Under Review

FOONYAP

Palimpsest

Self-Released; 21/10/2016

In FOONYAP’s “Woolf & Plath,” she sings, ”A lady ran into the woods / She swallowed darkness / Returned to mud.” As the words flow over the cracks of FOONYAP’s lips like golden threads in the course of Palimpsest, reality brings tenebrous fantasy into life. It is low tide at the shore where FOONYAP weaves the story of inner battles out of ten enchanting songs, decoding human behaviour and transformation.

This is a story where words combine to form uncomfortable truths such as the pain and struggle included in the process of personal growth (“I am small / Smaller I grow / When I grow up / I weep / Weeping I know / I grow” in the track “#3”) or the interconnectedness of things (“Nous sommes deux astres / Dans l’univers / Qui tournent autour ce sol éphémère” in “Gabriel Moody”). In searching for phrases, FOONYAP sinks her fingers into the sand and unearths ambiguous aspects of the human condition: emotionality, desire, mortality, adversity, continuity, connection and growth.

FOONYAP combines multiple influences on Palimpsest: her classical music studies, a Catholic upbringing, and traditional Chinese heritage. Palimpsest is liberated from the conformities of classical origins to produce a signature sound that alternates between vibrating lullabies and primordial heart-explosions. Her cry in “Fun Machine” scratches her lungs as she screams “I should have known / Your silken whir / Your hollow eyes / That filled with spite,” while later her narrator in “#2” confesses, “When I call / No one comes / When I fall / No one runs.”

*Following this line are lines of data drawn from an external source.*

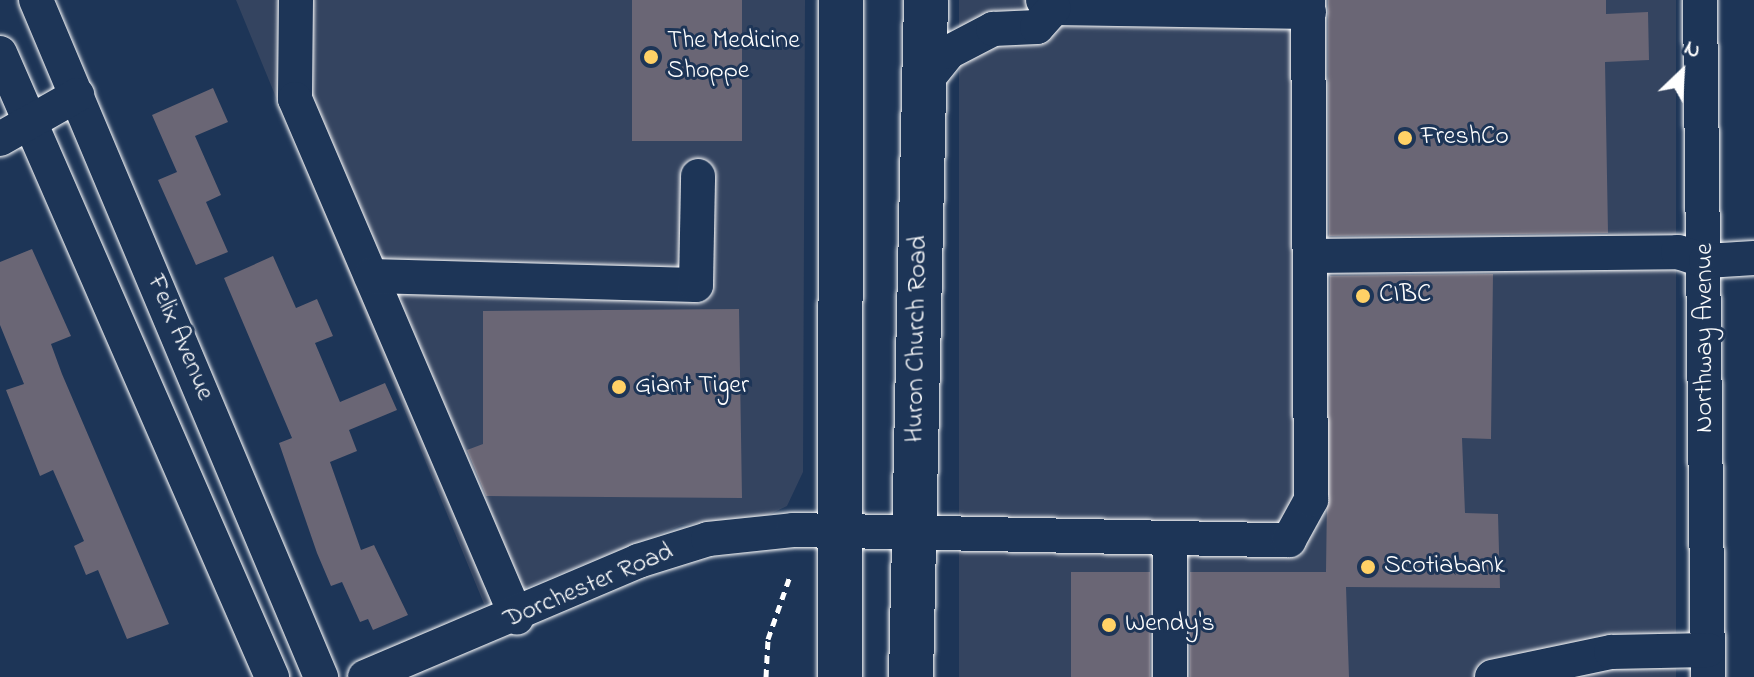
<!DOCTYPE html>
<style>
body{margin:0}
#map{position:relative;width:1754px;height:677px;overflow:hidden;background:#1d3557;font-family:"Indie Flower",sans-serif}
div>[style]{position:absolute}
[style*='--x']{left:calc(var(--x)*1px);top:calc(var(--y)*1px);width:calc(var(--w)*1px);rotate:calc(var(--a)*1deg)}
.built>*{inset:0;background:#344460;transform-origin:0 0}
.building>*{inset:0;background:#6a6675;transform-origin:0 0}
.path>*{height:5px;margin-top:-2.5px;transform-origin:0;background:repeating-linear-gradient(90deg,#fff 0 8px,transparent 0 14px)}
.roads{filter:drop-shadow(0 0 2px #fff) drop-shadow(0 0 2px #fff)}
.minor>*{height:34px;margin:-17px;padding:0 17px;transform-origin:17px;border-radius:17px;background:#1d3557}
.highway>*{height:44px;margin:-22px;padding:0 22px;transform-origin:22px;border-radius:22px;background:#1d3557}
.dots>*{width:22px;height:22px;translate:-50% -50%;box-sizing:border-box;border:4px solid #1d3557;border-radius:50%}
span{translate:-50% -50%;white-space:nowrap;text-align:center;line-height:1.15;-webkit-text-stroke:6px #1d3557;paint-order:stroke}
.poi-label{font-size:26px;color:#fff}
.left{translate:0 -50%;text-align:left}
.street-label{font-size:26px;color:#fff}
.north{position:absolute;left:1642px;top:32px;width:80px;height:80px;-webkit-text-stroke:6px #1d3557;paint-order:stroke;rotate:25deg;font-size:22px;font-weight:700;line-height:32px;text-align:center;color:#fff}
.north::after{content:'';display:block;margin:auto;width:28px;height:36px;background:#fff;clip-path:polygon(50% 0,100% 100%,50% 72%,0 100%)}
</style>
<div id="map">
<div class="built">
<i style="clip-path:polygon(236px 0,805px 0,803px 472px,787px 506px,762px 518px,682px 525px,484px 604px)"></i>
<i style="left:959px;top:0;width:717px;height:677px"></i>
</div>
<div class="building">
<i style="left:632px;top:0;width:110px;height:141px"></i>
<i style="clip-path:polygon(1328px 0,1606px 0,1606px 14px,1648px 12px,1649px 60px,1605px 62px,1608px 233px,1329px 236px)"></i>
<i style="clip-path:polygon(213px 88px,228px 122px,195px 136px,221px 195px,206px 202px,228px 252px,196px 265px,158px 180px,177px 172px,152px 115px)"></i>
<i style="clip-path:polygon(32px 249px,71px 336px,51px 344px,62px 374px,169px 624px,127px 639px,98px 570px,86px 575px,74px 546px,84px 541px,53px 470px,40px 476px,6px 390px,24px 384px,0 325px,0 262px)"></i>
<i style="clip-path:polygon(273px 256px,296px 308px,317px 299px,333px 336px,315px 343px,340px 402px,385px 383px,397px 410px,349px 430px,357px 451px,330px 462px,361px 550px,374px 545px,408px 615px,373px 630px,368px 619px,360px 622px,342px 582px,331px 586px,317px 553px,279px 443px,292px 438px,224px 278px)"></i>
<i style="clip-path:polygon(1493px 274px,1491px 439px,1462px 438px,1465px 513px,1498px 514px,1500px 588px,1346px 587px,1349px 677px,1190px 677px,1190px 572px,1326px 572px,1330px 276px)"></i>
<i style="clip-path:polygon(739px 309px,742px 498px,486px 496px,467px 450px,483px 444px,483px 311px)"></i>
<i style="left:1150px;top:572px;width:105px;height:79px;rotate:90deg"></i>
</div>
<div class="path">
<i style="--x:766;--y:677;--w:38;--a:-87"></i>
<i style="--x:768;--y:639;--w:67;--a:-70.8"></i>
</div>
<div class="roads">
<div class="minor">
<i style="--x:36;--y:0;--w:735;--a:67.17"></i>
<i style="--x:296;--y:0;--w:99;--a:90.6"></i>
<i style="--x:295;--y:99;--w:564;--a:66.84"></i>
<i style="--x:1043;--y:0;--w:14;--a:36"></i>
<i style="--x:1054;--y:8;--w:255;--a:0.9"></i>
<i style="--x:1700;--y:0;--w:677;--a:89.32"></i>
<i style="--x:0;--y:53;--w:681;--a:66.45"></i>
<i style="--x:924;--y:83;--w:40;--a:-51"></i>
<i style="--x:949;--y:52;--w:50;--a:-27.6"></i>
<i style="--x:993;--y:29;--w:44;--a:-2.6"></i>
<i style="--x:1037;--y:27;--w:25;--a:-48"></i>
<i style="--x:0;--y:139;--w:89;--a:-29.7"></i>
<i style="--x:1310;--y:256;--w:368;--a:-0.6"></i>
<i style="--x:1678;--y:252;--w:29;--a:18"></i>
<i style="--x:1706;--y:261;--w:48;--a:-3.6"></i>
<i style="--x:371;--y:276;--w:325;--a:1.6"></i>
<i style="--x:696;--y:285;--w:109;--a:-88.9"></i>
<i style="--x:1170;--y:542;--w:135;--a:90"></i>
<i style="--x:365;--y:677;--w:297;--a:-23"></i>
<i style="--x:638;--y:561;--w:73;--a:-17.4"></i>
<i style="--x:708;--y:539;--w:85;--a:-6"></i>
<i style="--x:793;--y:530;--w:496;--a:1.2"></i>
<i style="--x:1289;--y:540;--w:46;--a:-61.2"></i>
<i style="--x:1311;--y:500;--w:500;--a:-90.34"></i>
<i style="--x:1492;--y:677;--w:122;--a:-11.9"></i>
<i style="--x:1611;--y:652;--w:97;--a:-1.2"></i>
</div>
<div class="highway">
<i style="--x:840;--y:677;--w:677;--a:-89.92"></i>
<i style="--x:911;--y:677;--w:677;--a:-88.73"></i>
</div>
</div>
<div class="dots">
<i style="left:651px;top:57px;background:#ffd166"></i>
<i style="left:1405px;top:138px;background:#ffd166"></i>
<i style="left:1363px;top:296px;background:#ffd166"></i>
<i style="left:619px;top:387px;background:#ffd166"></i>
<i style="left:1368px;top:567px;background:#ffd166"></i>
<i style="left:1109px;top:625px;background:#ffd166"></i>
</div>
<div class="poi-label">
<span class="left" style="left:667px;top:57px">The Medicine<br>Shoppe</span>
<span class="left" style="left:1421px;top:138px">FreshCo</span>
<span class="left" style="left:1379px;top:296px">CIBC</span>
<span class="left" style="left:635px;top:387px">Giant Tiger</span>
<span class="left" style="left:1384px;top:567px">Scotiabank</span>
<span class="left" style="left:1125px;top:625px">Wendy's</span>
</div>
<div class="street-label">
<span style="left:179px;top:338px;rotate:67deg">Felix Avenue</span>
<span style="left:1706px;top:338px;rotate:-90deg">Northway Avenue</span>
<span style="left:918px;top:339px;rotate:-89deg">Huron Church Road</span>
<span style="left:589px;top:587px;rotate:-23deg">Dorchester Road</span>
</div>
<div class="north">N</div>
</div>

Equal distributions of her unbowed violin and electrified mandolin pierce the unlit stage of the album’s setting. There are moments throughout all of the songs when FOONYAP’s powerful simplicity and performing ingenuity can simply amaze — in “#3” every curve, every edge, every breath of each letter is felt. Each song has its own character but the uniformity found in the fragility of her vocals and the hard-to-achieve, ultimately smooth flow between the songs make them parts of the same one story.

As the music unfolds, it becomes clear that further attempts to analyze Palimpsest blocks the magical aura that runs in its veins. To be unafraid and let Palimpsest swallow you up is more than enough to know what this album is all about.

There is a storyteller who appears at shores when the tide is low. She has violin strings in her throat and a Mandobird perched on her shoulder. She is the child of Love and Chaos. They call her FOONYAP, the one who, from the depths, reaches the stars. And every tale has truth inside.